Brief Introduction About Google Agent2Agent Protocol (A2A)
agent to agent scenarios with a new open protocol
Abstract
This blog introduces Agent2Agent (A2A), a new open protocol led by Google Cloud Platform, which aims to achieve interoperability between artificial intelligence agents.
The A2A protocol aims to bridge the gap between opaque agent systems built by different vendors and frameworks, enabling them to collaborate across isolated data systems and applications, thereby improving autonomy, productivity and reducing long-term costs.
The protocol has been supported by more than 50 technology and consulting partners and defines a set of key principles, working methods and technical specifications to promote secure communication, information exchange and operational coordination between agents.
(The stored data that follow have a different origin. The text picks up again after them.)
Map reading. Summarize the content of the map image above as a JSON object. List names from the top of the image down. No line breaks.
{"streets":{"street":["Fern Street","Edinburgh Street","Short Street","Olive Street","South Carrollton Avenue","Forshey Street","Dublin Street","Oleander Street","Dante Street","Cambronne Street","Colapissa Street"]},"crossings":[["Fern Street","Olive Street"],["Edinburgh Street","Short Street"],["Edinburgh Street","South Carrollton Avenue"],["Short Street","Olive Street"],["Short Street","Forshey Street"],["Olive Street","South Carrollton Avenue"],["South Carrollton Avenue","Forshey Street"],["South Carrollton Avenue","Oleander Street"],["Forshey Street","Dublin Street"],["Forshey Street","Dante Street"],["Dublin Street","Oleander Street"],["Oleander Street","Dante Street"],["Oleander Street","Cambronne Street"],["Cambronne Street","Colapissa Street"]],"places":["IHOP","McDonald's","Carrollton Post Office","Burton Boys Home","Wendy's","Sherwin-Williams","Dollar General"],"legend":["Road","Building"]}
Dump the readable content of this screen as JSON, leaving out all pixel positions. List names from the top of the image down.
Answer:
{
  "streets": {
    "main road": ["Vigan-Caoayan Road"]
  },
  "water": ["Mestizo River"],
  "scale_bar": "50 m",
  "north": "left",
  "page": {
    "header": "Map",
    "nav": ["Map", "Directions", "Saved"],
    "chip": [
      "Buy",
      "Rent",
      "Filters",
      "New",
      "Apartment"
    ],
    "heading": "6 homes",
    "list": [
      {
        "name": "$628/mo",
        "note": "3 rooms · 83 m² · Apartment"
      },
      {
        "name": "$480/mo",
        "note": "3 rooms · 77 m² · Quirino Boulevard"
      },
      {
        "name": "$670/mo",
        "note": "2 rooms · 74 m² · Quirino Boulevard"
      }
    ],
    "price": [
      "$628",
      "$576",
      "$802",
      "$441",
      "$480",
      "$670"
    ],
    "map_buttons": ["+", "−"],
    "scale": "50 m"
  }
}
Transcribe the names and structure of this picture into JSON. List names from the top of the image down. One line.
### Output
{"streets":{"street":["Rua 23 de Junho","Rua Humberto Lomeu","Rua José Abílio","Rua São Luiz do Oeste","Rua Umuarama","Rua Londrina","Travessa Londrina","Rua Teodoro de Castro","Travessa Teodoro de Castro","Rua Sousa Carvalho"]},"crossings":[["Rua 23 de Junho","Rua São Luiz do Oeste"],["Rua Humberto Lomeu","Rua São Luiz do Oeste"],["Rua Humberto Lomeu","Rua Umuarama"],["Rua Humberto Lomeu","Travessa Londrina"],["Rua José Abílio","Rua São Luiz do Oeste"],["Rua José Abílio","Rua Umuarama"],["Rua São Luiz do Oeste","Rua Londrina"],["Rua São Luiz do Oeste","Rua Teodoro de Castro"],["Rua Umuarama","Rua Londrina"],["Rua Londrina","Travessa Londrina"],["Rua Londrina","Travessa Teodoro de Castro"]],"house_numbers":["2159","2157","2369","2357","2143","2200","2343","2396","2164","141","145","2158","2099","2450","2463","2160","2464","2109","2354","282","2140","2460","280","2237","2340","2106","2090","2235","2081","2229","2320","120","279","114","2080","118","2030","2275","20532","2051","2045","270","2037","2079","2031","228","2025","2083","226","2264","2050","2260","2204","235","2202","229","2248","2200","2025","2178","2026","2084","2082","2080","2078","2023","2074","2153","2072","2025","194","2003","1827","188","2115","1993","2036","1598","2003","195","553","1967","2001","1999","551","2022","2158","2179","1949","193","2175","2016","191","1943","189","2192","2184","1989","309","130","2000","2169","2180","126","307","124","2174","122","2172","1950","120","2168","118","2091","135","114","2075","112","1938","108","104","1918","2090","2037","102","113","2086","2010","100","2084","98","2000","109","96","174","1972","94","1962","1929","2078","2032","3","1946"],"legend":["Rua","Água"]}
Main themes and key points:
1. Necessity of agent interoperability
As autonomous AI agents are widely deployed in enterprises to automate a variety of tasks, it is critical to enable these agents to collaborate across different systems and applications in a dynamic multi-agent ecosystem.
“To maximize the benefits of agent-based AI, it is critical that these agents can collaborate across siloed data systems and applications in dynamic, multi-agent ecosystems.”
Even if agents are built by different vendors or frameworks, enabling interoperability “can increase autonomy and multiply productivity while reducing long-term costs.”
2. A2A Protocol’s Vision:
A2A is a new open protocol designed to solve agent interoperability issues and has been supported by more than 50 technology partners including Atlassian, Box, Cohere, Salesforce, SAP and leading service providers such as Accenture, BCG and Deloitte.
A2A will allow AI agents to "communicate with each other, securely exchange information, and coordinate actions across various enterprise platforms or applications."
The core vision is to achieve “AI agents that work seamlessly together, regardless of the underlying technology, to automate complex enterprise workflows and drive unprecedented levels of efficiency and innovation.”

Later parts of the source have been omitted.